If you are already running 0.52, the instructions above will work, simply use _updates_default_values in main.mk instead of updates_default_values

If upgrading to 0.52 and you already have that variable in main.mk, add the underscore to the variable name prior to running the upgrade.

Unknown said...

I've updated the original post to include the updated variable name

Steve said...

Got this running on a few systems here. Is there an easy way to force the script to run regardless of the time interval?

Right now if I update a system I remove the /var/log/check_updates.log file and re-run the mk_check_updates script to get the new status in check_mk.

Unknown said...

I haven't found a way to do that, other than the same method you are already using, deleting the log file.

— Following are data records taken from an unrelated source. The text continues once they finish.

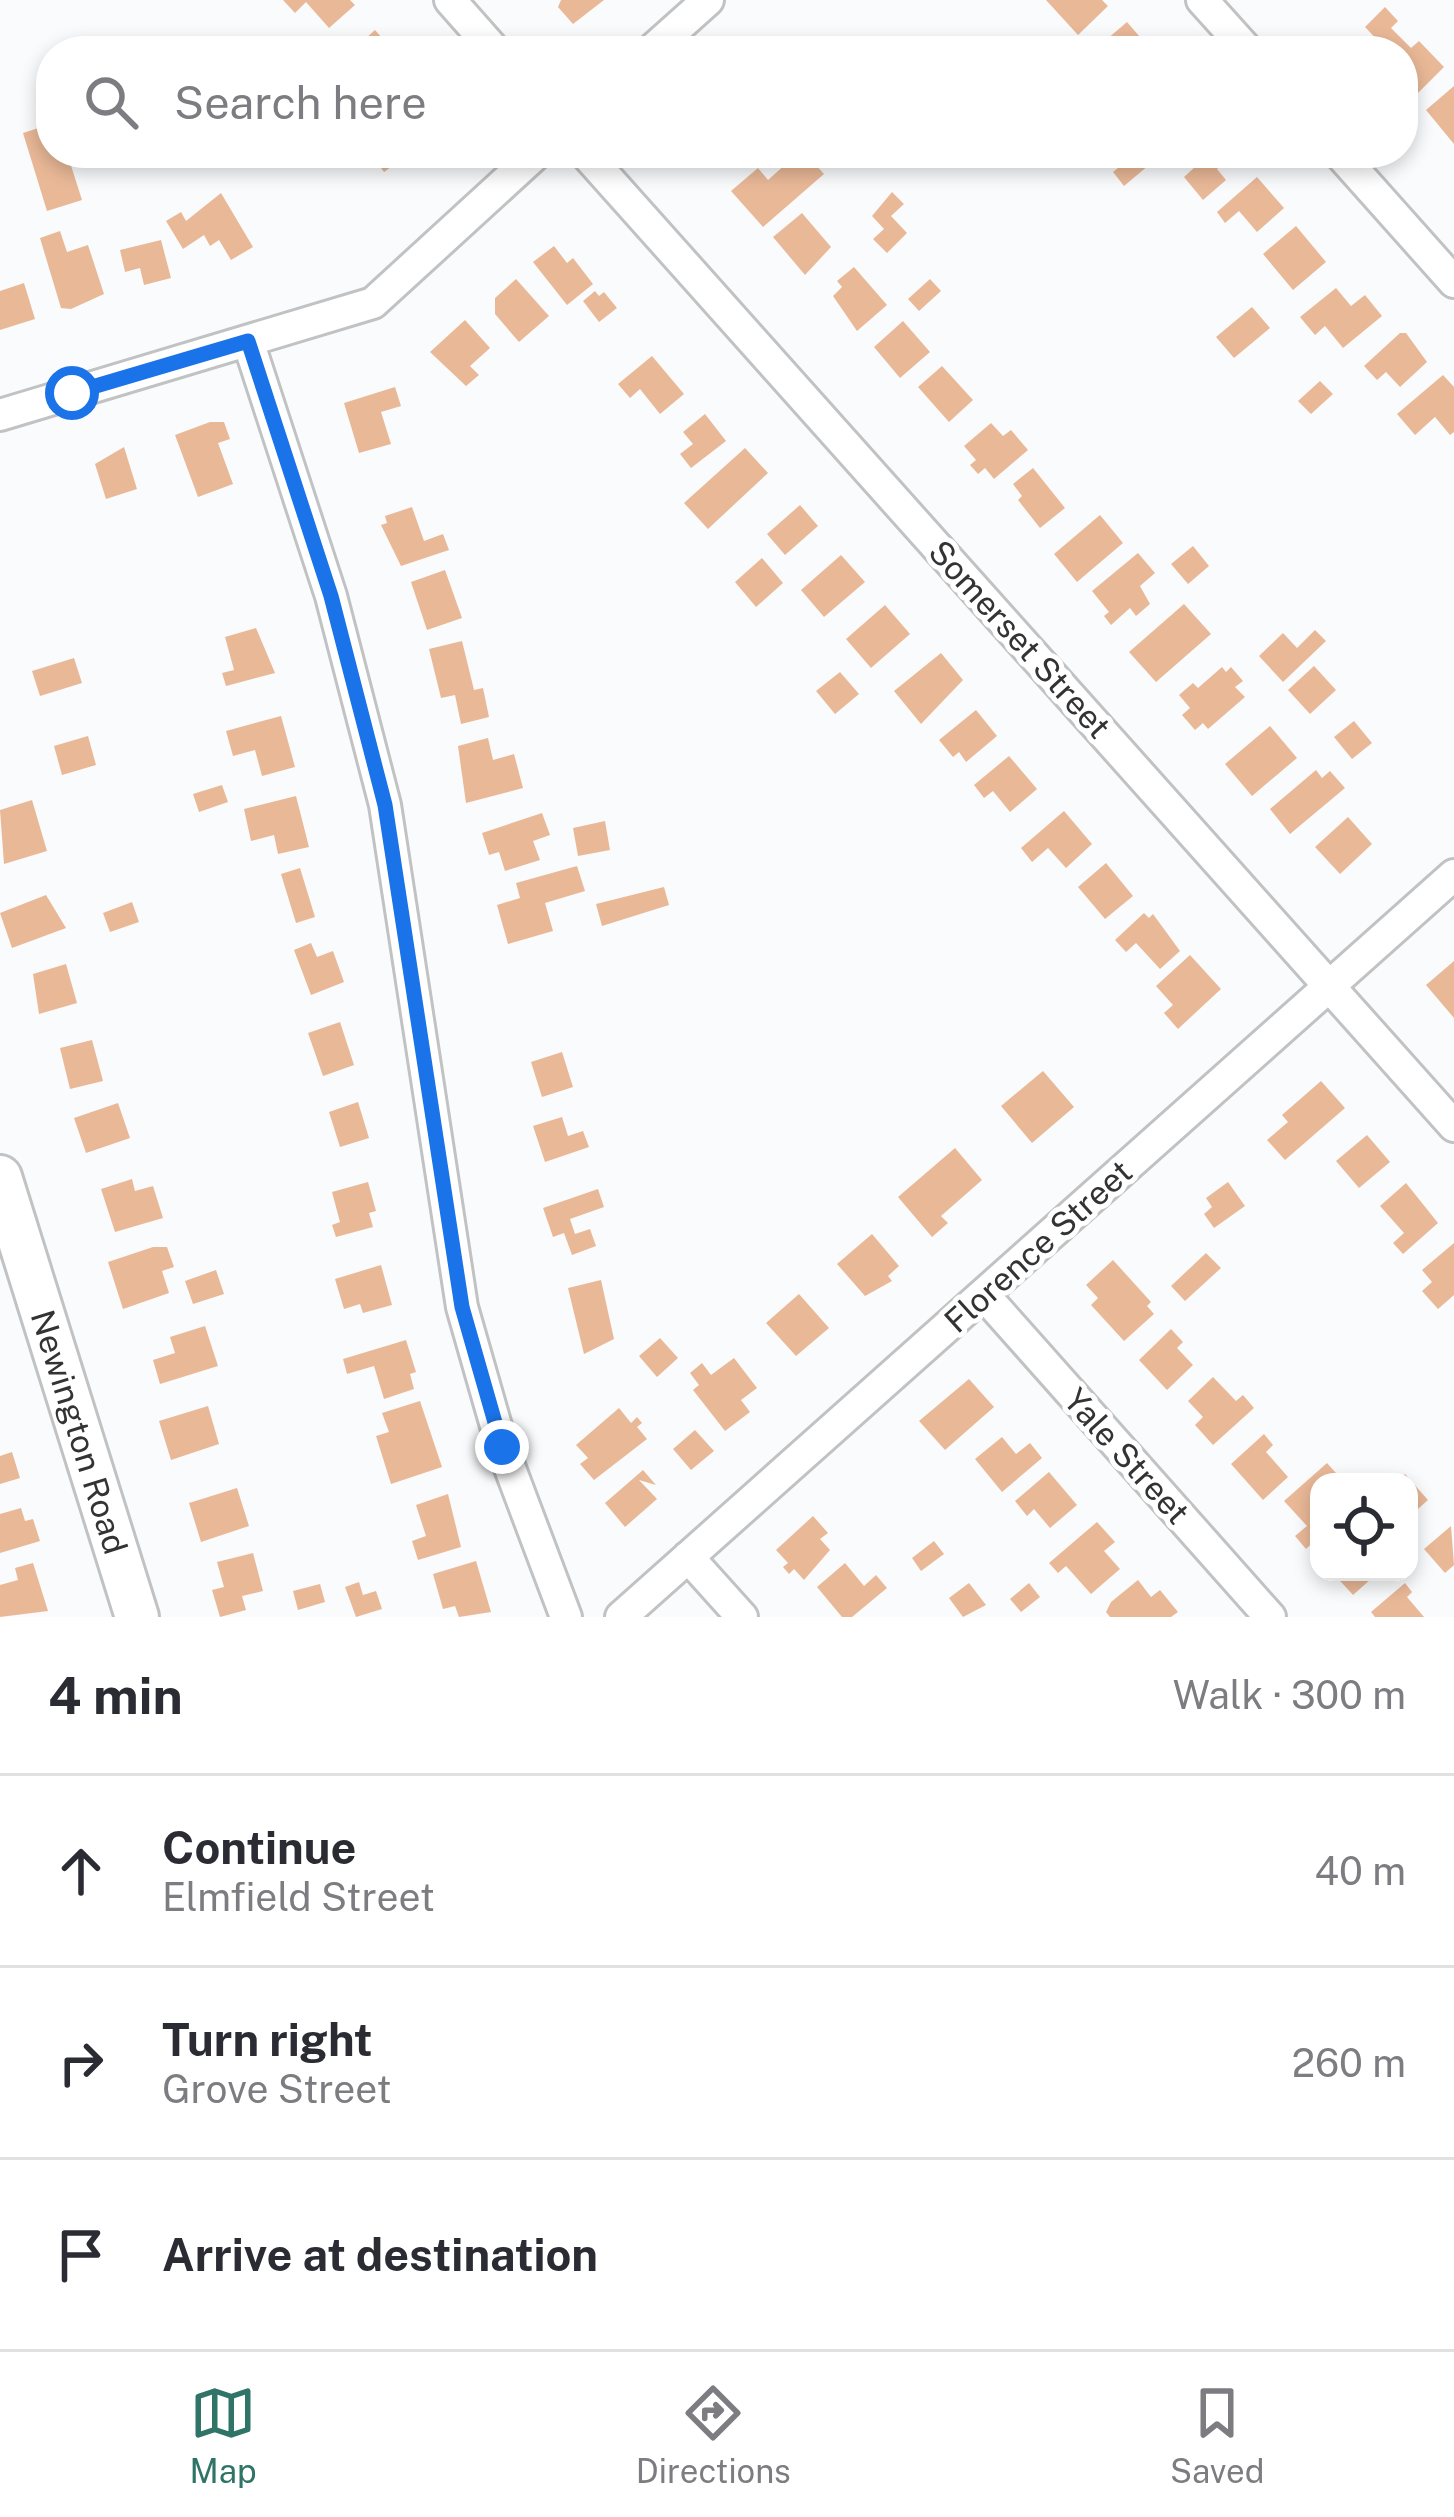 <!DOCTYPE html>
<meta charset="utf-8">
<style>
:root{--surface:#fff;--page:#f2f2f3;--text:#2b2b33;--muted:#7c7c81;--line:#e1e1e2;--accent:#307468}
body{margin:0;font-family:"Public Sans",sans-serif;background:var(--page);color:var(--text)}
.controls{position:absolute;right:36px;bottom:36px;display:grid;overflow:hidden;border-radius:24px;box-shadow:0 6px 18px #0003}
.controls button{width:108px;height:108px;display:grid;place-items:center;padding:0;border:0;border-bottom:3px solid var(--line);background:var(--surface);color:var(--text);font:60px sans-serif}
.stop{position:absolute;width:36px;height:36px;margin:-27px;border:9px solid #1a73e8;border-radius:50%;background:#fff}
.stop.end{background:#1a73e8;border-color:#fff;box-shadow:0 3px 12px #0008}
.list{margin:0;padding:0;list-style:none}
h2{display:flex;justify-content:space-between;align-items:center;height:156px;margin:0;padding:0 48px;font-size:51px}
h2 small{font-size:39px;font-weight:400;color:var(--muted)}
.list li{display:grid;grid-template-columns:78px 1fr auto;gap:36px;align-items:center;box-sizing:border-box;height:192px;padding:0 48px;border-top:3px solid var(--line)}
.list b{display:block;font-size:45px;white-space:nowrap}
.list p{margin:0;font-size:39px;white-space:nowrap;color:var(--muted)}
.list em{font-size:39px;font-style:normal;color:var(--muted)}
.icon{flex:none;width:66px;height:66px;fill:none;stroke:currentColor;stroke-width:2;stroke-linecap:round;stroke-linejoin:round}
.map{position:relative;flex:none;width:1454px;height:1617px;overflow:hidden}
.search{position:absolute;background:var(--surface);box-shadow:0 6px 18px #0003;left:36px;right:36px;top:36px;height:132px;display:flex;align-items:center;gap:30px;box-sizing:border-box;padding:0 42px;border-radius:48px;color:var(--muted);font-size:45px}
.sheet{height:732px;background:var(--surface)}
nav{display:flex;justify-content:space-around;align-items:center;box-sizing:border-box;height:168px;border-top:3px solid var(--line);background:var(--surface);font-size:33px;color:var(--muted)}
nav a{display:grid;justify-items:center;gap:6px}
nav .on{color:var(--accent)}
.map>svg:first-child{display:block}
.building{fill:#e9b897}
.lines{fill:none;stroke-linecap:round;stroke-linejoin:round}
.street-casing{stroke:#c1c2c3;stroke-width:36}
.secondary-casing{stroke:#c1c2c3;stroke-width:48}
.street{stroke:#fff;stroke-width:30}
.secondary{stroke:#fff;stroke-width:42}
.route{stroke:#1a73e8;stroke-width:15}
.labels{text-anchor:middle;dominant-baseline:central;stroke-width:10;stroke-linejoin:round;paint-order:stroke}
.street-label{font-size:33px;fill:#333334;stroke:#fff}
</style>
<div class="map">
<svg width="1454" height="1617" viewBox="0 0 1454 1617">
<rect width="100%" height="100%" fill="#fafbfc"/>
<path class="building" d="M283 0H350L355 5 329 28 306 2 295 13Z
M561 0H604L573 24 558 7Z
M1046 0H1102L1108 6 1078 35Z
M1385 7 1398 21 1391 28 1411 48 1419 41 1444 67 1414 97 1403 86V51H1380L1384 47 1365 27Z
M1127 22 1152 51H1093Z
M375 30 391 48 395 43 402 51H352Z
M1454 86V144L1426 110Z
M51 124V153H67L82 200 47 211 23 133Z
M370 153H410L384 172Z
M798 153H805L824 174 763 227 731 191 758 168 768 180Z
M1136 153 1149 165 1124 186 1113 172Z
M1185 153H1236L1217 169 1226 180 1203 200 1184 177 1196 166Z
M1257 177 1284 208 1257 232 1239 211 1225 223 1217 212Z
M892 192 904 204 891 216 907 233 887 253 873 239 884 229 872 216Z
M221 193 253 247 231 260 219 240 210 246 204 235 183 249 166 221 181 212 186 221Z
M802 213 831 247 805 275 773 237Z
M1296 226 1326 262 1293 290 1263 254Z
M60 231 67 252 88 245 104 294 71 309 61 308 40 238Z
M161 240 171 278 144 285 140 268 125 272 120 250Z
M554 246 567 263 573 258 593 284 567 305 533 262Z
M854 267 887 305 857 331 833 296 842 287 837 281Z
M516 279 549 316 519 342 495 314V298Z
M930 279 941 291 919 311 908 299Z
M24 283 35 319 0 330V291Z
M1336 288 1351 306 1365 295 1382 316 1343 348 1325 326 1315 335 1300 317Z
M595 291 599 296 604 292 617 308 599 322 583 301Z
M1252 307 1270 328 1234 358 1216 337Z
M465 320 490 348 470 366 479 375 466 386 430 352Z
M903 321 930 352 900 378 874 347Z
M1400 333H1406L1427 362 1400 387 1386 372 1377 380 1364 366Z
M652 356 684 394 660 414 640 389 630 398 618 384Z
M942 366 973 400 949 422 918 387Z
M1443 375 1454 387V432L1450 435 1435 417 1415 435 1397 414Z
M1320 381 1333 394 1311 414 1298 401Z
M395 387 401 406 381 412 391 444 359 453 344 403Z
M705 414 726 441 691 468 680 454 693 444 683 432Z
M210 422H224L230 439 218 443 233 484 198 497 175 435Z
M991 423 1003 436 1011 430 1028 450 994 479 985 468 978 474 970 465 976 460 964 446Z
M124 447 137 489 106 499 95 464Z
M745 448 768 473 708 529 684 503Z
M1033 468 1065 508 1040 528 1018 500 1022 496 1013 484Z
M800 505 818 526 785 555 767 534Z
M412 507 424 541 443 534 449 550 401 566 381 525 387 523 385 516Z
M1100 515 1123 543 1077 582 1054 554Z
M1193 546 1209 566 1188 584 1171 564Z
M1138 553 1155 573 1140 586 1150 604 1136 616 1130 608 1111 625 1104 616 1109 612 1092 591Z
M841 555 865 582 824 617 801 590Z
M762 558 783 583 756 607 735 582Z
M445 570 462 618 427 630 411 582Z
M1184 604 1211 634 1156 682 1129 652Z
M885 605 910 634 871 668 846 639Z
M256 628 275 673 226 686 222 673 234 670 225 637Z
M1315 630 1326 641 1283 682 1259 656 1283 633 1297 648Z
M462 641 474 690 483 688 489 717 461 724 455 695 441 698 429 649Z
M941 653 963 680 921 724 894 691Z
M74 658 82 683 40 696 32 671Z
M1314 666 1336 690 1310 714 1288 690Z
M1222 667 1226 672 1231 667 1243 681 1235 687 1245 697 1208 729 1203 723 1195 730 1182 715 1190 708 1179 695 1193 683 1198 688Z
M840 672 859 694 835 714 816 691Z
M976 710 997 736 966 762 959 752 953 757 939 740Z
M281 716 295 767 262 776 255 750 233 756 226 731Z
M1354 721 1372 743 1352 759 1334 737Z
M1270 726 1297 758 1252 796 1225 764Z
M88 736 96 765 62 775 54 746Z
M488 738 493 760 514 754 523 788 466 803 458 746Z
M1009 756 1037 789 1010 812 993 791 984 798 974 785Z
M1316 770 1322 778 1330 771 1345 788 1290 834 1270 809Z
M222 785 228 802 199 812 193 794Z
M296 796 309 847 278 854 274 835 251 841 244 809Z
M32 800 47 851 4 864 0 810Z
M1064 811 1092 844 1066 868 1048 848 1032 862 1021 848Z
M542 813 550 835 533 841 540 860 505 871 499 852 489 855 482 833Z
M1348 817 1372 844 1340 874 1315 847Z
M605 821 610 850 578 856 573 828Z
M1106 863 1133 896 1105 919 1078 887Z
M577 866 585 891 545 903 553 931 508 944 497 905 520 898 516 883Z
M300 868 315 917 296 923 281 874Z
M664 887 669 905 602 926 596 904Z
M46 895 66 928 12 948 0 913Z
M132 902 139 922 110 932 103 913Z
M1144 913 1149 918 1153 914 1180 951 1160 969 1136 943 1126 952 1115 940Z
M311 943 317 957 333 951 344 982 311 995 294 950Z
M1190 955 1221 989 1178 1029 1164 1013 1173 1005 1156 986Z
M1454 961V1018L1426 985Z
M66 964 77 1003 39 1014 33 974Z
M340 1022 354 1065 323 1076 308 1033Z
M92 1040 103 1081 70 1089 60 1048Z
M562 1052 573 1087 542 1097 531 1062Z
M1043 1071 1074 1107 1032 1143 1001 1106Z
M1321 1081 1345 1108 1285 1160 1267 1140 1288 1122 1282 1115Z
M358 1102 369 1138 340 1147 329 1112Z
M118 1103 130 1138 86 1153 74 1118Z
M562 1117 568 1136 583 1131 589 1147 545 1162 533 1126Z
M1367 1135 1390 1162 1359 1188 1336 1161Z
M955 1148 982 1180 941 1216 948 1223 932 1237 898 1197Z
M132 1179 135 1191 153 1186 163 1218 115 1232 101 1189Z
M368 1182 376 1211 369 1213 373 1227 336 1237 332 1225 340 1222 332 1192Z
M1228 1182 1245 1206 1214 1228 1204 1214 1212 1207 1206 1198Z
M1406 1183 1438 1223 1403 1254 1393 1243 1404 1233 1380 1206Z
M598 1189 604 1207 570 1219 575 1234 590 1229 596 1246 572 1255 564 1233 553 1237 543 1208Z
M872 1234 899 1266 888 1276 892 1281 865 1296 837 1264Z
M1454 1243V1295L1438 1309 1422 1291 1432 1282 1422 1270Z
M153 1247H167L174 1267 162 1271 169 1293 123 1309 108 1262Z
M1206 1253 1221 1268 1185 1301 1171 1286Z
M1113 1260 1151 1302 1147 1306 1154 1314 1124 1341 1091 1305 1098 1298 1086 1285Z
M381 1265 392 1305 363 1313 360 1304 344 1309 335 1279Z
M216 1270 224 1294 193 1304 185 1281Z
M601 1280 614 1339 584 1354 568 1288Z
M799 1294 829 1328 796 1356 766 1323Z
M205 1326 218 1366 160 1384 153 1360 175 1353 170 1337Z
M1171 1329 1183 1342 1177 1348 1193 1365 1167 1390 1139 1360Z
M660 1338 678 1358 657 1377 639 1356Z
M406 1340 416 1372 410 1374 414 1389 384 1399 374 1366 347 1374 343 1359Z
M734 1358 757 1388 741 1400 750 1412 725 1431 693 1390 699 1385 690 1373 702 1363 711 1375Z
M1213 1377 1236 1401 1243 1395 1254 1408 1213 1445 1195 1425 1203 1417 1188 1401Z
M969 1379 994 1407 945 1450 919 1421Z
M420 1401 442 1467 391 1484 376 1436 389 1432 382 1413Z
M208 1406 219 1444 171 1460 159 1421Z
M619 1408 631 1423 637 1417 642 1423 637 1427 647 1439 594 1480 580 1464 588 1458 576 1445Z
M695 1430 714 1451 691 1470 673 1449Z
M1264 1434 1273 1445 1266 1452 1288 1477 1263 1500 1231 1464Z
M1002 1437 1016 1454 1030 1443 1042 1458 1002 1492 975 1459Z
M12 1452 20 1478 0 1484V1456Z
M1327 1463 1344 1482H1319V1537L1306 1549 1295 1536 1307 1526 1284 1501Z
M643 1470 656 1485 639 1480 657 1499 625 1527 605 1503Z
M1049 1472 1077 1505 1050 1528 1034 1509 1027 1516 1015 1501Z
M1405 1474 1428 1500 1409 1517V1482H1397Z
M237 1488 249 1526 201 1542 189 1503Z
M448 1494 461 1547 418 1560 412 1541 426 1536 416 1505Z
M21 1508 25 1521 33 1519 40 1541 0 1553V1514Z
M813 1516 828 1533 820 1539 830 1550 804 1580 794 1569 789 1574 783 1567 788 1563 776 1550Z
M1097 1522 1115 1542 1104 1551 1120 1569 1091 1594 1066 1566 1058 1573 1049 1563Z
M1451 1526 1454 1565 1445 1573 1424 1549Z
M934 1541 944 1554 921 1571 912 1558Z
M253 1553 263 1591 242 1596 246 1610 220 1617 212 1590 224 1587 217 1562Z
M476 1561 491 1612 459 1617 455 1606 443 1609 433 1574Z
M33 1563 48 1611 0 1617V1585L18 1580 15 1568Z
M845 1563 864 1586 876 1575 887 1588 852 1617H842L817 1587Z
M1332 1572H1379L1353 1595Z
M1138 1580 1151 1597 1160 1590 1178 1612 1171 1617H1110L1106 1612 1111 1602Z
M359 1582 363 1595 376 1591 382 1609 356 1617 345 1587Z
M969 1583 986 1605 963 1617 949 1598Z
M1029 1583 1040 1597 1021 1612 1010 1599Z
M1405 1583 1412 1592 1407 1597 1424 1617H1375L1371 1612Z
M320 1584 325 1602 298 1610 293 1591Z"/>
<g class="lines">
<g class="street-casing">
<path id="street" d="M450 0 495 51
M1202 0 1248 51
M651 51 708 0
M585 153 1454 1126
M1339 153 1454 282
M248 341 331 596 385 805 462 1307 502 1447 566 1617
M0 415 373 303 537 153
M984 1295 1270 1617
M688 1557 742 1617
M621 1617 1454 875"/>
</g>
<g class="secondary-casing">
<g id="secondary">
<path id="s1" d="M0 1177 137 1617"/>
</g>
</g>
<use href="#street" class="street"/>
<use href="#secondary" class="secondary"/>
</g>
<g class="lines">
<path class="route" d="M72 393 248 341 331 596 385 805 462 1307 502 1447"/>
</g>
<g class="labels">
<g class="street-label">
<text transform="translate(1020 639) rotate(48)">Somerset Street</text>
<text transform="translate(1038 1246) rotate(-42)">Florence Street</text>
<text stroke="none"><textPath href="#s1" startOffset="267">Newington Road</textPath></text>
<text transform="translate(1127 1456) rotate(48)">Yale Street</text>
</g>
</g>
</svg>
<div class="controls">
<button><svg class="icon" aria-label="locate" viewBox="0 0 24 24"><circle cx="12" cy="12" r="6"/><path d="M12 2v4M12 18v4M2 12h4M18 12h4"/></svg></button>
</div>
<div class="stop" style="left:72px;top:393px"></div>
<div class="stop end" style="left:502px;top:1447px"></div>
<div class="search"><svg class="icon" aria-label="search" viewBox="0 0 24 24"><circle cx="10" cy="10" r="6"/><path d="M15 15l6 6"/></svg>Search here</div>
</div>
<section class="sheet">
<h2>4 min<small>Walk · 300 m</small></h2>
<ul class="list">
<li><svg class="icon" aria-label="ahead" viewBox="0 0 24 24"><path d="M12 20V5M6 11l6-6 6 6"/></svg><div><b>Continue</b><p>Elmfield Street</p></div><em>40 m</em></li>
<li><svg class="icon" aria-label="right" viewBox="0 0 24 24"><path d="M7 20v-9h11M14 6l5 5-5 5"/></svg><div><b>Turn right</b><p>Grove Street</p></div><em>260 m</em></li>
<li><svg class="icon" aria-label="arrive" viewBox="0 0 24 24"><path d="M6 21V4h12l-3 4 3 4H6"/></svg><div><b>Arrive at destination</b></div></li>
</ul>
</section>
<nav>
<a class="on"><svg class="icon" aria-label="map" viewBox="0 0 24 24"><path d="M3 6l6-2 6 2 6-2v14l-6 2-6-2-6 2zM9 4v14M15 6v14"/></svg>Map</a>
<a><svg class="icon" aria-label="directions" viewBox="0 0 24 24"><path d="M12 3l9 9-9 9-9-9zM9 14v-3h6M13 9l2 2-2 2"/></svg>Directions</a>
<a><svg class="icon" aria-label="saved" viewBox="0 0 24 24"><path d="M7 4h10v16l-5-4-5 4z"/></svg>Saved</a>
</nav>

Would be nice to be able to force an update after patching a large number of systems.

darkfader said...

Instead of deleting the log, etc.
How about resetting the 7200s timer if yum.log has gotten an update in < 7200s and yum isn't running any more?

Anonymous said...

Hi,

How do you get the errata if you only have the centos repos? yum -v --security check-update gives me verbosity but even if I know that i have security updates it shows 0.

Best Tony

Unknown said...

You do realize this runs every time your check_agent is ran, no matter what you set the check_interval and time periods, right?